Concept Note: AMBEDKAR IN CONTEMPORARY INDIA

B. R. Ambedkar has a tall legacy of being a scholar, jurist, social reformer, academic, thinker, writer, and more popularly, the architect of the Indian Constitution. Ambedkar is available to scholars through a number of his writings, his speeches in forums that he helped build and to those in which he was invited. He is also available to us through his work in the Constituent Assembly.
For a considerable period of time, Ambedkar was hailed as the social reformer of the ‘Mahars’ only, with hardly any engagement with the emancipatory potential of the entirety of his scholarship. Today, this engagement has become more robust. In recent times, we find scholarly interests piqued around his personhood, his work as a social reformer, his ideas on gender inequality and women, and the richness of his academic work with implications on socio-political and cultural life.
Ambedkar also finds himself ascended to the status of a savior, seemingly a supernatural being who occupies a hallowed position in the popular cultures built around Dalit identity and its assertion. He is increasingly being celebrated as a symbol and the fear of his thought receding into the background finds itself echoed. Still worse is that his canonisation is foreclosing possibilities for any serious engagement with his social and political thought. Ambedkar is also being utilized across the political spectrum in a way that suits the exigencies of ideological battles. His thought and legacy at worst are being appropriated by those he dedicated his entire lifetime opposing.
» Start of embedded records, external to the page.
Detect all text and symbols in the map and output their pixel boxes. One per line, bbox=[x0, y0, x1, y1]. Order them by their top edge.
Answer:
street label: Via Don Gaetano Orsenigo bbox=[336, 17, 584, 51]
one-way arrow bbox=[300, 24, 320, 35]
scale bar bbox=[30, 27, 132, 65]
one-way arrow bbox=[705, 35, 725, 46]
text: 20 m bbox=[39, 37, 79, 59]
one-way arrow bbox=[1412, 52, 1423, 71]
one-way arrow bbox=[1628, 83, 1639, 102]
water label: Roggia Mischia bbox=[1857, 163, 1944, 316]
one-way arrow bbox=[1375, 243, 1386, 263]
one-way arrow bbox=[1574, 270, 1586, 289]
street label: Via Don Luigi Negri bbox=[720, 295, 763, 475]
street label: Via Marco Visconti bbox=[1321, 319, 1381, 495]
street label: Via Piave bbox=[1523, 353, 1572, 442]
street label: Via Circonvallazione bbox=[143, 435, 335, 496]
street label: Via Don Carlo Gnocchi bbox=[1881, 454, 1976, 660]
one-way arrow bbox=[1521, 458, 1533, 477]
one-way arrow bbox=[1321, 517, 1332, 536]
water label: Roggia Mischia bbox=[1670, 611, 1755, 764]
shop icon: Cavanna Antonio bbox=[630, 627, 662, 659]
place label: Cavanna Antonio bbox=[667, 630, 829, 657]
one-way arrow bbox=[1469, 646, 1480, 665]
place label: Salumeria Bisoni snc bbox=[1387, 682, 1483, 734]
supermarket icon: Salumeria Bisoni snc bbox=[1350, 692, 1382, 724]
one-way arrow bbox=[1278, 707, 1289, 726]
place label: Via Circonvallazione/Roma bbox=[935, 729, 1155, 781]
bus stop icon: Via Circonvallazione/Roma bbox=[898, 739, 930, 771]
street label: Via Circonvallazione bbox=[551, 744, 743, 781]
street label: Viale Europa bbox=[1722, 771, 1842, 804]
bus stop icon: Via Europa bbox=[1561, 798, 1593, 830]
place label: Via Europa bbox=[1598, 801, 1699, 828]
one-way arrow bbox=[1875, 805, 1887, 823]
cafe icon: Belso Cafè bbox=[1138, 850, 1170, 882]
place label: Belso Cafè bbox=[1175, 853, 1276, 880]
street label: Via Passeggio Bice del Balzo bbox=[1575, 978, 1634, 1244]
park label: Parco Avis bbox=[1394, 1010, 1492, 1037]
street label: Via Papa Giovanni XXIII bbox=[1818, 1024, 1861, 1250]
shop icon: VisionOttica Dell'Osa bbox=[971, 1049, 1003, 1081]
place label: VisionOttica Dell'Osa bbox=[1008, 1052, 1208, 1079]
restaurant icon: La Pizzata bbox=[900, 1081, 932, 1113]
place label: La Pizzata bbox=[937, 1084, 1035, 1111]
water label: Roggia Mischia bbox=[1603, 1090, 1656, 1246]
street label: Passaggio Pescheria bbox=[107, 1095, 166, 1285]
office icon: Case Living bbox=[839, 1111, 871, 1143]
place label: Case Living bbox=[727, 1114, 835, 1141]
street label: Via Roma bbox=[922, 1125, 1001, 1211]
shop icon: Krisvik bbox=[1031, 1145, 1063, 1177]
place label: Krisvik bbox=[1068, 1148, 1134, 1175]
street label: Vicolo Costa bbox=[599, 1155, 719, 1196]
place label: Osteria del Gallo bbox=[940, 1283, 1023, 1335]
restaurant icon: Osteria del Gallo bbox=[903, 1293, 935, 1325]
India’s freedom struggle became the platform for thinkers like Gandhi, Nehru, and Ambedkar in a particular historical context. They were socio-political actors who were also thinking about the question of history and the future of a people. That legacy of freedom struggle itself is one of the sharp ideological contests but the broad consensus on the need for emancipation, freedom, and fraternity won over as the idea of India. Ambedkar was the staunchest voice against oppression. He privileged the written word over everything else and hence, produced a large scholarship on questions that concerned the depressed classes, untouchables, women, and the impact of brahmanical orthodoxy.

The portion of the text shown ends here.